Most recently, Asos rolled out a visual search tool to U.K. iPhone app users that lets shoppers take a photo of a product they like in-app, and it pulls similar items from a pool of 85,000 product images. The feature will be introduced to Android and international markets next, including the U.S., wear Asos has invested $40 million in building out a distribution center.
“Our number one priority is: We need to build experiences that capitalize on mobile,” said Rich Jones, Asos’s head of product and UX. “We’re designing experiences that are essentially right for the customers’ devices because their entire lives are here. How do we make sure our experience matches that?”
It helps that the majority of Asos’s traffic and conversions are happening there. Globally, 70 percent of traffic and 58 percent of purchases happen on mobile. In the U.K., where Asos is headquartered, those figures creep up, to 80 percent and 70 percent for traffic and conversions, respectively.
Jones said that when figuring out how to improve the mobile app, the technology team turns to customer pain points and figures out how to solve them. One of Asos’s strengths is its vast inventory of 85,000 products from 200 brands, and it’s resonating with customers. In its latest earnings report for the third quarter of 2017, retail sales were up 32 percent, to $859 million, putting it on track to hit $103 million in profits for the year.

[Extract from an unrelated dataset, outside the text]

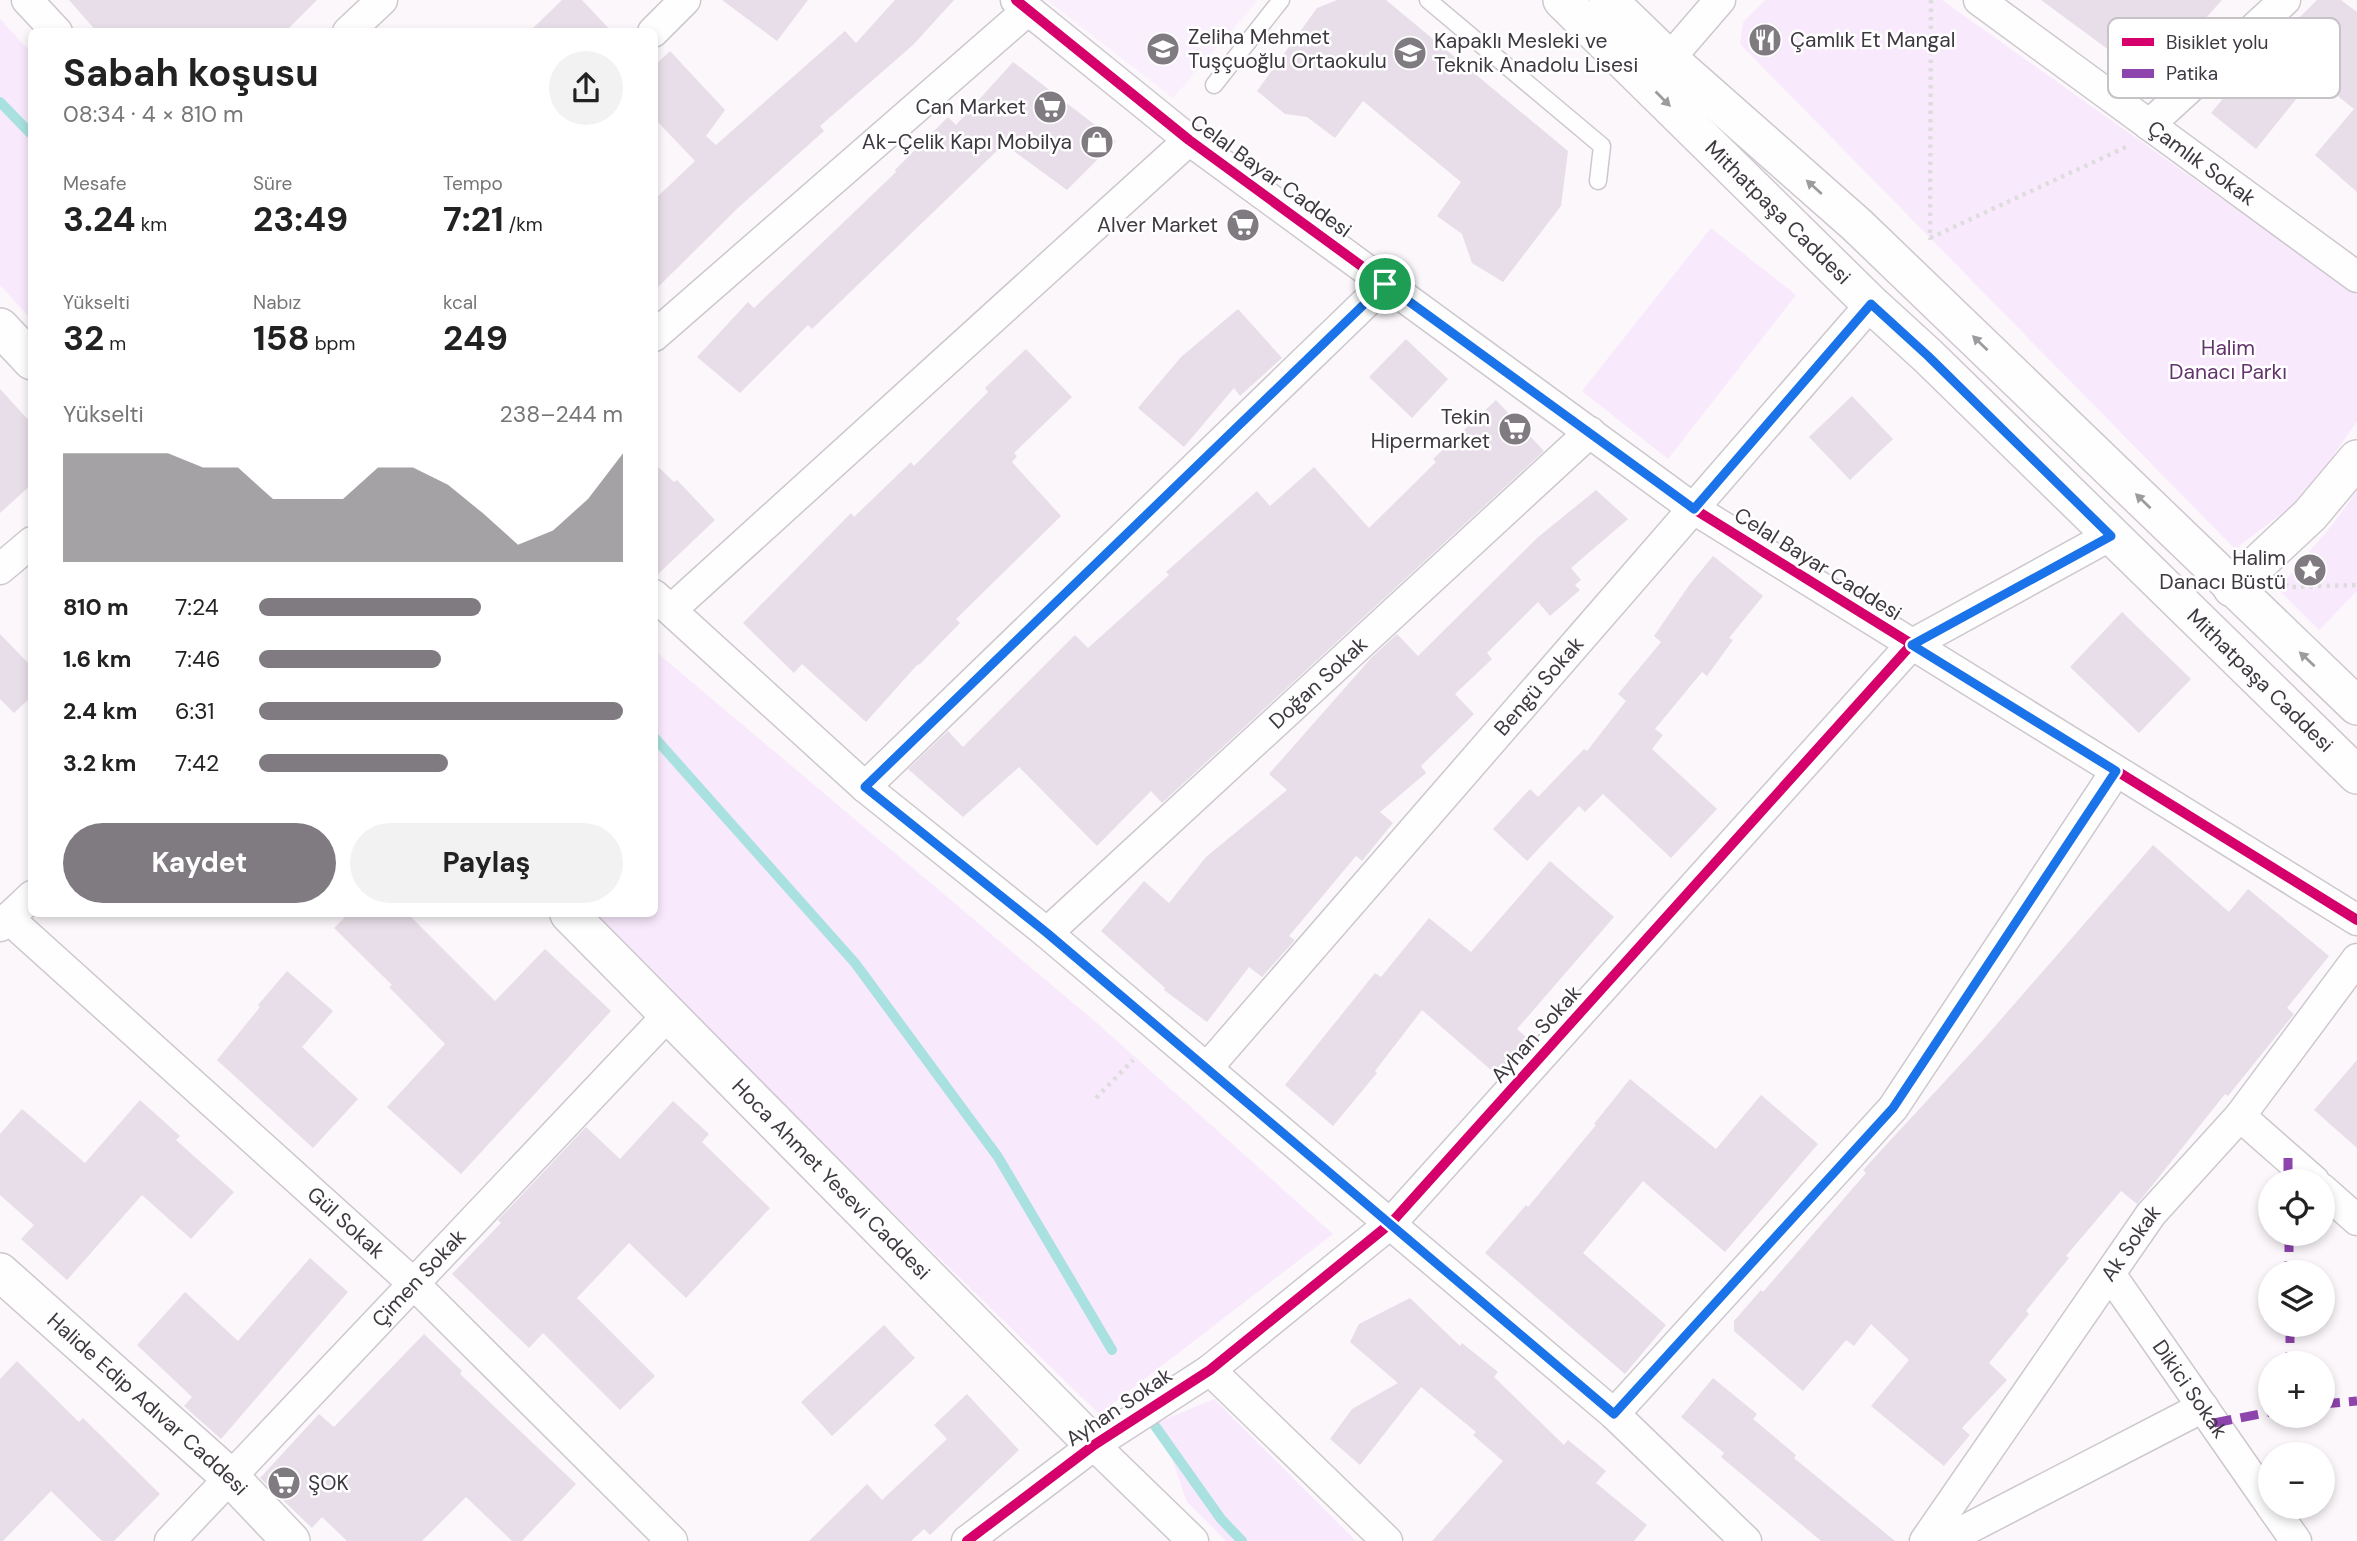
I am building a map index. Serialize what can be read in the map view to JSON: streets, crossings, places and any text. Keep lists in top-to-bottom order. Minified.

For their most recent results, Asos outpaced competitors like Zara, where sales rose 17 percent, and H&M, which saw a 9 percent sales bump.
But while scrolling through endless product pages is suitable for desktop, such a dense assortment is difficult to digest on mobile, a problem Jones and his team set out to fix.
“It’s frustrating to find products. How do we remove that friction? How do we solve the ‘I don’t know what to wear’ problem? We want to do the heavy lifting,” said Jones. “We can show you 10,000 products if you just type in ‘dresses,’ but we want to get to the point where we can show you five or 10 that really gel with you and understand you.”
Jones thinks visual search will help solve the problem of narrowing down assortment and getting customers straight to the products they’re looking for. For example, a search for “pink shoes” on the Asos app pulls up close to 500 results, including a mix of peach loafers and pink glitter platforms. But when using visual search, a photo of hot pink booties gives you 100 results, closely matching in style and shade.
The visual search tool in the Asos app
Still, Jones admitted there’s a learning curve around that tool when it comes to customer behavior — for as much as retailers have tested the “Shazam for retail” function, it’s not common practice yet to search by images. He also said that visual search only accounts for customers who know what it is they’re looking for. To account for those who are just in the market for something broad, like a dress, the company is using machine learning, big data and AI to personalize the app more every time it’s opened.
“Personalization and data usage have now moved to a whole different game — this is now data science and artificial intelligence,” said Asos CEO Nick Beighton, on a July call with investors. “So we have had recommendations live on our apps for several years now, which is AI using data to power customer choices. We are now doubling down on that: using data to enhance the customer experience. Every customer to come through the app is getting a better experience next time he or she comes.”
Jones said that Asos is focusing on improving its handle on personalization based on customer behavior and preferences. Right now, the company uses a third-party partner to track data, but it plans to bring it in house. The company’s next big mobile launch is AVA, a virtual assistant on mobile, which will help customers search for products and keep a profile on their demographics, including size and preferences.
“AI understands, more than anything else, feedback. Down to a click, customer behavior is the ultimate driver of AI and machine learning techniques,” said Eric Brassard, a former Saks Fifth Avenue executive and founder of AI recommendation company Propulse Analytics. “This is where the big impact of AI in a field like fashion is — it can take endless data and deliver the answers, because it simplifies it on a human-like level.”